EXERCISE REQUIREMENTS: For this exercise, please find the lines in the entries that include the word "shadow" and copy them.

[Collected data entries]
□ □ □ □
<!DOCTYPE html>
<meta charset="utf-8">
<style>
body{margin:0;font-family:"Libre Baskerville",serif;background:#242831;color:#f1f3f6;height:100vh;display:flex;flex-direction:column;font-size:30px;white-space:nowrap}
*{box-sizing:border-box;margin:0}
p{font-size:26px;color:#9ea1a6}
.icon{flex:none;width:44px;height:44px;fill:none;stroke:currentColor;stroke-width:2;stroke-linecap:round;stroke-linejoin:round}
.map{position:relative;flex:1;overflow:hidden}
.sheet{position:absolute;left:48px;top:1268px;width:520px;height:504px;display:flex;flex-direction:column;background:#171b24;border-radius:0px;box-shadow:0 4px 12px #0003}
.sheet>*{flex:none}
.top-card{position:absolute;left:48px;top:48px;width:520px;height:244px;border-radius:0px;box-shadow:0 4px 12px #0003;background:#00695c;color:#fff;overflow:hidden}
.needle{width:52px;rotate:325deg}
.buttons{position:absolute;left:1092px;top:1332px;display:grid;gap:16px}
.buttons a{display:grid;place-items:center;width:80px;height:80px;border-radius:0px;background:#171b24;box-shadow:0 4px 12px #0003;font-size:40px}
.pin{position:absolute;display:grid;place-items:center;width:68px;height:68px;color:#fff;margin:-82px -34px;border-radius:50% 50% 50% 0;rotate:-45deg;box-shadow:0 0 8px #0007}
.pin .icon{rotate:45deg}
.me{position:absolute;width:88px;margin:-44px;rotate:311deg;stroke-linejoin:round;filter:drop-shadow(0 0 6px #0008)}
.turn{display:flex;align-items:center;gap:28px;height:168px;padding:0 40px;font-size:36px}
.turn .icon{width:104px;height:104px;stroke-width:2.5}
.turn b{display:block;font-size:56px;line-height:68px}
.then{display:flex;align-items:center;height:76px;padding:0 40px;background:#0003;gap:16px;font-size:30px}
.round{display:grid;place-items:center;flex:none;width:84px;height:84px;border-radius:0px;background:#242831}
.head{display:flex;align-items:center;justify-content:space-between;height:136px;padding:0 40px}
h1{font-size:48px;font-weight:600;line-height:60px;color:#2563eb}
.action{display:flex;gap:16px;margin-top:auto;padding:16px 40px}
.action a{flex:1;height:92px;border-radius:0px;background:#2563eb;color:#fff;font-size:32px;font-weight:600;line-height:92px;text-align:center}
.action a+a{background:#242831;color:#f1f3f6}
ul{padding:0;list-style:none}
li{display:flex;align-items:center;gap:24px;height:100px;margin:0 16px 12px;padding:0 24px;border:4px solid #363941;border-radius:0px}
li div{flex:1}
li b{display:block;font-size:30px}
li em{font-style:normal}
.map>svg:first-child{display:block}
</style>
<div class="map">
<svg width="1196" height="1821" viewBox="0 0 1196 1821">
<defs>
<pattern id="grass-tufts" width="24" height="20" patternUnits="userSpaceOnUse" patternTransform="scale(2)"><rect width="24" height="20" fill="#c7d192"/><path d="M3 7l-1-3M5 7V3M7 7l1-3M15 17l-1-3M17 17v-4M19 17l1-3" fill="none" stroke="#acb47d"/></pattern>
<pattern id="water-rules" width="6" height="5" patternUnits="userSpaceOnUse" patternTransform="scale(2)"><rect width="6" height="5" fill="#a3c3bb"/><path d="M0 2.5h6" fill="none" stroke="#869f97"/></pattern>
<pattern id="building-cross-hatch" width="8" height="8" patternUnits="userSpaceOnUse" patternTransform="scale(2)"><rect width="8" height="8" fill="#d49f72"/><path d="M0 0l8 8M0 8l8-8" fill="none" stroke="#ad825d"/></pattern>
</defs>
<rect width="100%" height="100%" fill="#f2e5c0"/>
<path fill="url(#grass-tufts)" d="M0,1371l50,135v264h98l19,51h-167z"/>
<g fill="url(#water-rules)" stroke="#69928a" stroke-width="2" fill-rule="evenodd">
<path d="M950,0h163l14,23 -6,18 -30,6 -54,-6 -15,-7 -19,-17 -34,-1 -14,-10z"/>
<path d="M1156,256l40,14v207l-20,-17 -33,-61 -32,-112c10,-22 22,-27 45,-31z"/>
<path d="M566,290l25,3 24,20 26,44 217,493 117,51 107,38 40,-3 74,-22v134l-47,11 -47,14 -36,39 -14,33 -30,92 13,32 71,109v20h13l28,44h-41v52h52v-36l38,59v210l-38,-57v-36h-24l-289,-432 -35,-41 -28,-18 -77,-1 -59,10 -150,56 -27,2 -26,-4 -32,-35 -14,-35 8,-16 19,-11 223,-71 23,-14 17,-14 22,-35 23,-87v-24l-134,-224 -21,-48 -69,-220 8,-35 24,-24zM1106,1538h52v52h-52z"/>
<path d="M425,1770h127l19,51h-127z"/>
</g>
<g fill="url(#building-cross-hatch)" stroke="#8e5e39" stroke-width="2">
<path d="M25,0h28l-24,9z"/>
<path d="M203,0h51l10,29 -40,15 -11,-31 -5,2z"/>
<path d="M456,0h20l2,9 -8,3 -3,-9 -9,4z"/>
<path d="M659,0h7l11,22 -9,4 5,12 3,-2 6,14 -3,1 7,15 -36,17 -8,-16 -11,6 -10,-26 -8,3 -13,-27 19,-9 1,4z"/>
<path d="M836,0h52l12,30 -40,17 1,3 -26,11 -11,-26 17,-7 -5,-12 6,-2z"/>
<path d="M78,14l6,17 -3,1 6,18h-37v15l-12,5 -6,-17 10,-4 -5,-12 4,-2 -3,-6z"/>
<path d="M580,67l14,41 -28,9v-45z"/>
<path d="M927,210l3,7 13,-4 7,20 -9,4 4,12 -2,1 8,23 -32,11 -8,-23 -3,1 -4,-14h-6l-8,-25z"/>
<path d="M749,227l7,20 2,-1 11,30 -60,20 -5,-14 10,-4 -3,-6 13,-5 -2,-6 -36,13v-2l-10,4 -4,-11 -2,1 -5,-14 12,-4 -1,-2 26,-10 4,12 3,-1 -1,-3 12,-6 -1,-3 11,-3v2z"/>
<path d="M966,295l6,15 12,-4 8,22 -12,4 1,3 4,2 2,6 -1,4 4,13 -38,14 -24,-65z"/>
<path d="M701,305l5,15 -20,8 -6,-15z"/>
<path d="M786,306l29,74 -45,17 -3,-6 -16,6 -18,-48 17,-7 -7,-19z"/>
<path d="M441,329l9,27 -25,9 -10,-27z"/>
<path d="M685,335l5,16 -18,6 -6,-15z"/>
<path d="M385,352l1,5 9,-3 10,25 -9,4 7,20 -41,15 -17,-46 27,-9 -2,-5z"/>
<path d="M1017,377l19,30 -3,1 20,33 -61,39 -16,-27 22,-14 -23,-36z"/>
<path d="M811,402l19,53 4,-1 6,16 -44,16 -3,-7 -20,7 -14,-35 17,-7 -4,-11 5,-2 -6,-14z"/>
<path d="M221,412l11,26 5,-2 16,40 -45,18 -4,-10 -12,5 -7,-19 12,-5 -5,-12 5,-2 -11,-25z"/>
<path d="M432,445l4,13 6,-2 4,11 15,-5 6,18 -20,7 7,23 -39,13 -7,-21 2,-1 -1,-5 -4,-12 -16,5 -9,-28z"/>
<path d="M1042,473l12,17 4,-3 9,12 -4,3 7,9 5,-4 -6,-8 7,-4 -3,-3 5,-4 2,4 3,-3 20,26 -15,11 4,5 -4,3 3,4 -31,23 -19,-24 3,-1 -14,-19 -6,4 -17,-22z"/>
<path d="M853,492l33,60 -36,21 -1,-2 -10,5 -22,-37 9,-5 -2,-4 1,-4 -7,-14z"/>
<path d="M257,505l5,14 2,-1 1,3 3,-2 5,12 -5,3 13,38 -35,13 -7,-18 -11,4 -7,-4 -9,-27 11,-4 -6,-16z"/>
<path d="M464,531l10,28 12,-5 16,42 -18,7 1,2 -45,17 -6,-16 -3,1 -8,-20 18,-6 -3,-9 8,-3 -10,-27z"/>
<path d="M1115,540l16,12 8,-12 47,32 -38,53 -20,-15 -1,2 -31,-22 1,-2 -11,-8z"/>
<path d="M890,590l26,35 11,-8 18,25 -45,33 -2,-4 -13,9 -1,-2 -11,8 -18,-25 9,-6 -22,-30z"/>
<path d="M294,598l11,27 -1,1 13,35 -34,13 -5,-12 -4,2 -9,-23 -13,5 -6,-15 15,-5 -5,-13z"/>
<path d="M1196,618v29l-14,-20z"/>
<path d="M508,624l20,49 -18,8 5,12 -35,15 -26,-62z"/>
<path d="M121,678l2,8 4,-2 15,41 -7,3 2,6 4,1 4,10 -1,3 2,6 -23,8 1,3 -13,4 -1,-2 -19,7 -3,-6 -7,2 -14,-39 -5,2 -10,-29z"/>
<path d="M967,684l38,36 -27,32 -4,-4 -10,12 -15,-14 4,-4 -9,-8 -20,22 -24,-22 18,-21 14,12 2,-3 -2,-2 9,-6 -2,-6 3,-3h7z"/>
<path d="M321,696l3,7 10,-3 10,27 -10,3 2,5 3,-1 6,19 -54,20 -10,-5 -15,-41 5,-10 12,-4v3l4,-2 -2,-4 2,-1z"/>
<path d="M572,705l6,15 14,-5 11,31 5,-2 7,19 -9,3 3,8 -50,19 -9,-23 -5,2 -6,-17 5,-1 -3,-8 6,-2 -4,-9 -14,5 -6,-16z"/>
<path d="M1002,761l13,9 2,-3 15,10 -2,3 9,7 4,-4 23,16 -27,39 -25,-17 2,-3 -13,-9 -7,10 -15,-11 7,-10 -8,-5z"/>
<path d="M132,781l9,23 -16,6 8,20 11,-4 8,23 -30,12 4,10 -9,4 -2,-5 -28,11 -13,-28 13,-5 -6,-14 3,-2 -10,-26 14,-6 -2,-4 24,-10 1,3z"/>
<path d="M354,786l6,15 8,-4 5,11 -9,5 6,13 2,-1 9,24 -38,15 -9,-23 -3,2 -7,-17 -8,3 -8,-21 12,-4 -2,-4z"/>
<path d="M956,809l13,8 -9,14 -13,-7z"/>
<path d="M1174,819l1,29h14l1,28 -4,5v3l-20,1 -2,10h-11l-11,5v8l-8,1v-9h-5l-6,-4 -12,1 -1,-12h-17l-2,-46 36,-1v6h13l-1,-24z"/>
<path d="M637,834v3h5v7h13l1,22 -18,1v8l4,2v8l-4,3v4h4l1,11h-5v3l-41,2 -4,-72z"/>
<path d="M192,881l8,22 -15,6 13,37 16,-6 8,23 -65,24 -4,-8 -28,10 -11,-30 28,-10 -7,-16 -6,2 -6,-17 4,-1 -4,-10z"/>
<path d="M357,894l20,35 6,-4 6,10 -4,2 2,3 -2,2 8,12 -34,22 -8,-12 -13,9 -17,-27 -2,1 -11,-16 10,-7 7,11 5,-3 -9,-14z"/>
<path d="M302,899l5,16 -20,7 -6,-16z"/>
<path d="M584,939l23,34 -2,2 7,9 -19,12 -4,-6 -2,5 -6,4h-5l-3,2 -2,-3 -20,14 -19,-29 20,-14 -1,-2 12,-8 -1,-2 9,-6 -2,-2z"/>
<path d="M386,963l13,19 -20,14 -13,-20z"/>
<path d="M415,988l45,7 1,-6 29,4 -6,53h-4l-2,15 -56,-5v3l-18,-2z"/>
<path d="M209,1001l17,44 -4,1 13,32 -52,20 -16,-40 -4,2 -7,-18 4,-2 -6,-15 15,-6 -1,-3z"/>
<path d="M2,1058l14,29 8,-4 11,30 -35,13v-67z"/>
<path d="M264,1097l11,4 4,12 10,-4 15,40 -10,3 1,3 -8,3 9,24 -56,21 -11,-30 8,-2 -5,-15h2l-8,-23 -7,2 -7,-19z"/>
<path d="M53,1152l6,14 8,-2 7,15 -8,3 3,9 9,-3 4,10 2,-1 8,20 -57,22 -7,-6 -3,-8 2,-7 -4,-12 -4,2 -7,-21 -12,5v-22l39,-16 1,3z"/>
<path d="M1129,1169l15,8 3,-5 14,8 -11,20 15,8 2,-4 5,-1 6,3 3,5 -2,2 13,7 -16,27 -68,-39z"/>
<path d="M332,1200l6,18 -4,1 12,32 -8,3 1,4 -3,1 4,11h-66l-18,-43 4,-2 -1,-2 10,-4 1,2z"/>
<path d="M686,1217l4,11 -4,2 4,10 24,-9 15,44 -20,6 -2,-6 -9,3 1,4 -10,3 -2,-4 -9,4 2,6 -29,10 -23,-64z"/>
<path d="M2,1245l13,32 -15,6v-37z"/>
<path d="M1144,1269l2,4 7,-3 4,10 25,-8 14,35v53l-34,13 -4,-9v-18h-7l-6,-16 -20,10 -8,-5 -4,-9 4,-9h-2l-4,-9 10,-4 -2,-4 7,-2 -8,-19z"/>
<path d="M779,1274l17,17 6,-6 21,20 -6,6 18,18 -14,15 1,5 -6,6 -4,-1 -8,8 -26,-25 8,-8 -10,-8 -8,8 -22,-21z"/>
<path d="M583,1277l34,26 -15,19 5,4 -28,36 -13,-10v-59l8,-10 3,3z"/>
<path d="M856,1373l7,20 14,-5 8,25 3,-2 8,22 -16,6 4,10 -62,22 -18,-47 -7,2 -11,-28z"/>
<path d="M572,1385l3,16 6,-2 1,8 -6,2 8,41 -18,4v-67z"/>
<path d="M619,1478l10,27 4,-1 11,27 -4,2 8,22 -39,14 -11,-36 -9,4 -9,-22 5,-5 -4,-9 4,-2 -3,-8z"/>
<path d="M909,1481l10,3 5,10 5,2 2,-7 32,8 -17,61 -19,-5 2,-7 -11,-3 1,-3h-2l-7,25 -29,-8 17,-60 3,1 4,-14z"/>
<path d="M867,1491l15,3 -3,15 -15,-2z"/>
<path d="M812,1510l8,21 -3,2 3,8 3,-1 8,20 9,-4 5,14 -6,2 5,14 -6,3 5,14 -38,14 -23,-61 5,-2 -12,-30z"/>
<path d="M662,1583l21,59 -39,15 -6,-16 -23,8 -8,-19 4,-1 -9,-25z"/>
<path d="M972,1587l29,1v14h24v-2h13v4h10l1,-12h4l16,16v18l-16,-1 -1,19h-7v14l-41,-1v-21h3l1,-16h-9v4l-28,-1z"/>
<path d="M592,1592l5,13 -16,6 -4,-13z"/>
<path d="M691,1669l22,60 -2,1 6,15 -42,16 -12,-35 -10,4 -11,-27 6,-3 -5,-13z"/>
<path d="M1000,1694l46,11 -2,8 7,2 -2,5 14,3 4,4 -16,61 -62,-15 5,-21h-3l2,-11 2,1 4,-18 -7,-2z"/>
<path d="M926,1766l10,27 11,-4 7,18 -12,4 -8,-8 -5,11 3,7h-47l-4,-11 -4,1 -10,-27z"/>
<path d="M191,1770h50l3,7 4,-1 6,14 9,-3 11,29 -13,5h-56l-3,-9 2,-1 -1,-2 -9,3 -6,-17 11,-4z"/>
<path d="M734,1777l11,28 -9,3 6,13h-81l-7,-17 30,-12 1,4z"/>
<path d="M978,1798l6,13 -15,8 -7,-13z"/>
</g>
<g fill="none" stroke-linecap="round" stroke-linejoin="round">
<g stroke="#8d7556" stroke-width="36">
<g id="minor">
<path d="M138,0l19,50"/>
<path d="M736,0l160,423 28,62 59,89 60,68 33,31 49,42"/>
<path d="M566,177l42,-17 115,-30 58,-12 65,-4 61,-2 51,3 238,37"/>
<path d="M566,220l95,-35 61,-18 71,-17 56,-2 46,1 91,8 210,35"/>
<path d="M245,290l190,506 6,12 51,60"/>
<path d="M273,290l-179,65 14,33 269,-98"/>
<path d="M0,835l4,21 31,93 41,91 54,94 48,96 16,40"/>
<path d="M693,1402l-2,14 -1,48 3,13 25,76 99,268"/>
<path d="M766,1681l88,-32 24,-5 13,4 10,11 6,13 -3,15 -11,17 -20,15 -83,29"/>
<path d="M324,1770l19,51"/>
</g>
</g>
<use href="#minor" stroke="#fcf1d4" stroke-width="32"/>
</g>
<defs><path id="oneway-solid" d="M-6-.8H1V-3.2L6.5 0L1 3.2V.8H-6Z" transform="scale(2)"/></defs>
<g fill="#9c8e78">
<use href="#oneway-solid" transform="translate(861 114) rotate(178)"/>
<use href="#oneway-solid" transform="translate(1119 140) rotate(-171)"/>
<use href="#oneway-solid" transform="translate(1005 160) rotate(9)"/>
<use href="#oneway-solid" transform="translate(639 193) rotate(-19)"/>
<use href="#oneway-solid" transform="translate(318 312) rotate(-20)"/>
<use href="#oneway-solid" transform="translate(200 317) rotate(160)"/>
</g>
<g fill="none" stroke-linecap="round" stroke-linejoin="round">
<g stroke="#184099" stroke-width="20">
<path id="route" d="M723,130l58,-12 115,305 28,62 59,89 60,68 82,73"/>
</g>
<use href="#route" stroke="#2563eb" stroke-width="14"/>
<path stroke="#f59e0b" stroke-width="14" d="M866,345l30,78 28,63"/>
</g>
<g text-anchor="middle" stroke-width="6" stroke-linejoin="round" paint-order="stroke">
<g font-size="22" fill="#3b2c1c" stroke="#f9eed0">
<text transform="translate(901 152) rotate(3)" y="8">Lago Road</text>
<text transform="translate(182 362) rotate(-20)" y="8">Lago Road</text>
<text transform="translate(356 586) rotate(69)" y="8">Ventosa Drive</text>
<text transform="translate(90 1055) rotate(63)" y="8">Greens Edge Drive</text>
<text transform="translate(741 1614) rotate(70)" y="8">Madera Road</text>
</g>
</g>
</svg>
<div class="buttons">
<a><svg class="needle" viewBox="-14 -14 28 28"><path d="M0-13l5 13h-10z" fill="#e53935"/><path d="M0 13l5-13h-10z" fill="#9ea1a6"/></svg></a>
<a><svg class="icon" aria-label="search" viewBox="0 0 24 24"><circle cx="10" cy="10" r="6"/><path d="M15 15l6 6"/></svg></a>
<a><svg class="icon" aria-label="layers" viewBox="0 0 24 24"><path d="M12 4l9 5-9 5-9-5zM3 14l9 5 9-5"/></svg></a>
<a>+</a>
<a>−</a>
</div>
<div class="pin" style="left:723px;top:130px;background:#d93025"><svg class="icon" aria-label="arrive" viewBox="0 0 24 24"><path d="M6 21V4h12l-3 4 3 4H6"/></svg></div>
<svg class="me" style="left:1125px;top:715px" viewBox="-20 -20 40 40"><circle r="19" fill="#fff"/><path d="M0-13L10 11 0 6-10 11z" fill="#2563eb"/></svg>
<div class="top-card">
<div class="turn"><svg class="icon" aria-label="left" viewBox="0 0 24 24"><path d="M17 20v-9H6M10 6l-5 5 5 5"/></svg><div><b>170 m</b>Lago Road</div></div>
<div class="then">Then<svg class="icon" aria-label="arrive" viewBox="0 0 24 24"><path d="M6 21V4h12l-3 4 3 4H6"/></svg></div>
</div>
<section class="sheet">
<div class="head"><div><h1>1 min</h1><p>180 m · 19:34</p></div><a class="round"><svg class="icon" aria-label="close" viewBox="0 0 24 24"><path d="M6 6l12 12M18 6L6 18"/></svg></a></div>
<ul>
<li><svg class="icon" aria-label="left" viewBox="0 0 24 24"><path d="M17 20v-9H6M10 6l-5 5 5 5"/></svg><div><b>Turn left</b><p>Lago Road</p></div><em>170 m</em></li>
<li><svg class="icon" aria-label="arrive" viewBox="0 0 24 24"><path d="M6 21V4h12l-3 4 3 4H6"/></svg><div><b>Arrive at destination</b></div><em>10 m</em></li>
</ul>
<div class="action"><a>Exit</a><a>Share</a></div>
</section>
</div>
□ □ □ □
OUTPUT BELOW:
.sheet{position:absolute;left:48px;top:1268px;width:520px;height:504px;display:flex;flex-direction:column;background:#171b24;border-radius:0px;box-shadow:0 4px 12px #0003}
.top-card{position:absolute;left:48px;top:48px;width:520px;height:244px;border-radius:0px;box-shadow:0 4px 12px #0003;background:#00695c;color:#fff;overflow:hidden}
.buttons a{display:grid;place-items:center;width:80px;height:80px;border-radius:0px;background:#171b24;box-shadow:0 4px 12px #0003;font-size:40px}
.pin{position:absolute;display:grid;place-items:center;width:68px;height:68px;color:#fff;margin:-82px -34px;border-radius:50% 50% 50% 0;rotate:-45deg;box-shadow:0 0 8px #0007}
.me{position:absolute;width:88px;margin:-44px;rotate:311deg;stroke-linejoin:round;filter:drop-shadow(0 0 6px #0008)}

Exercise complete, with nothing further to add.